[How to complete this task] Pick the lines holding the string "names" out of the records and copy them.

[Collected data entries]
Content starts
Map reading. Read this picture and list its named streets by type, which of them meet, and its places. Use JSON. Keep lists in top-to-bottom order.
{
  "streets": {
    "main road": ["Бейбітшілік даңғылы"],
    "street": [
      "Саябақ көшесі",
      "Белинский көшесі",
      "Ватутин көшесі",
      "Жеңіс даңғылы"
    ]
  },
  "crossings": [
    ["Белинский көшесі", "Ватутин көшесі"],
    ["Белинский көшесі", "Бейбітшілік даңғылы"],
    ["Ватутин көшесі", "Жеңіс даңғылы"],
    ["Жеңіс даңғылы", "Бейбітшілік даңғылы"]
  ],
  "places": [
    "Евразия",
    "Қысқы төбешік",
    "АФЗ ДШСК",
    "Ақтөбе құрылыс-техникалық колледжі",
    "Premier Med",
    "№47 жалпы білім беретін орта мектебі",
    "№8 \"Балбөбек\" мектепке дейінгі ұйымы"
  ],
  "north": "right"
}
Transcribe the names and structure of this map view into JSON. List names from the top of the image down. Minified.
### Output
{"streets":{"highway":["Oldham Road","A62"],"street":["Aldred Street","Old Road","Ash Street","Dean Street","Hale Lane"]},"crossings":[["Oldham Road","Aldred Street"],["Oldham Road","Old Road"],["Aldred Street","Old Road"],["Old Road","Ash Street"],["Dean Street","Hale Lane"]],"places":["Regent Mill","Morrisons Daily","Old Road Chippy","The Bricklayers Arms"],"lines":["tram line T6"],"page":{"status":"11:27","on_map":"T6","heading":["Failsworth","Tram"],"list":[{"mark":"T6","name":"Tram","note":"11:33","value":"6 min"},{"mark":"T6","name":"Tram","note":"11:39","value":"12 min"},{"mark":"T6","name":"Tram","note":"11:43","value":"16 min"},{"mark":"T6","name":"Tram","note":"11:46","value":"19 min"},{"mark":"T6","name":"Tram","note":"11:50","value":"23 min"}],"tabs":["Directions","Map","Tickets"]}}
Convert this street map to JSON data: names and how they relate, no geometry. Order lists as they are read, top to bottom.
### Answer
Content ends
[Task output]
Transcribe the names and structure of this map view into JSON. List names from the top of the image down. Minified.
Convert this street map to JSON data: names and how they relate, no geometry. Order lists as they are read, top to bottom.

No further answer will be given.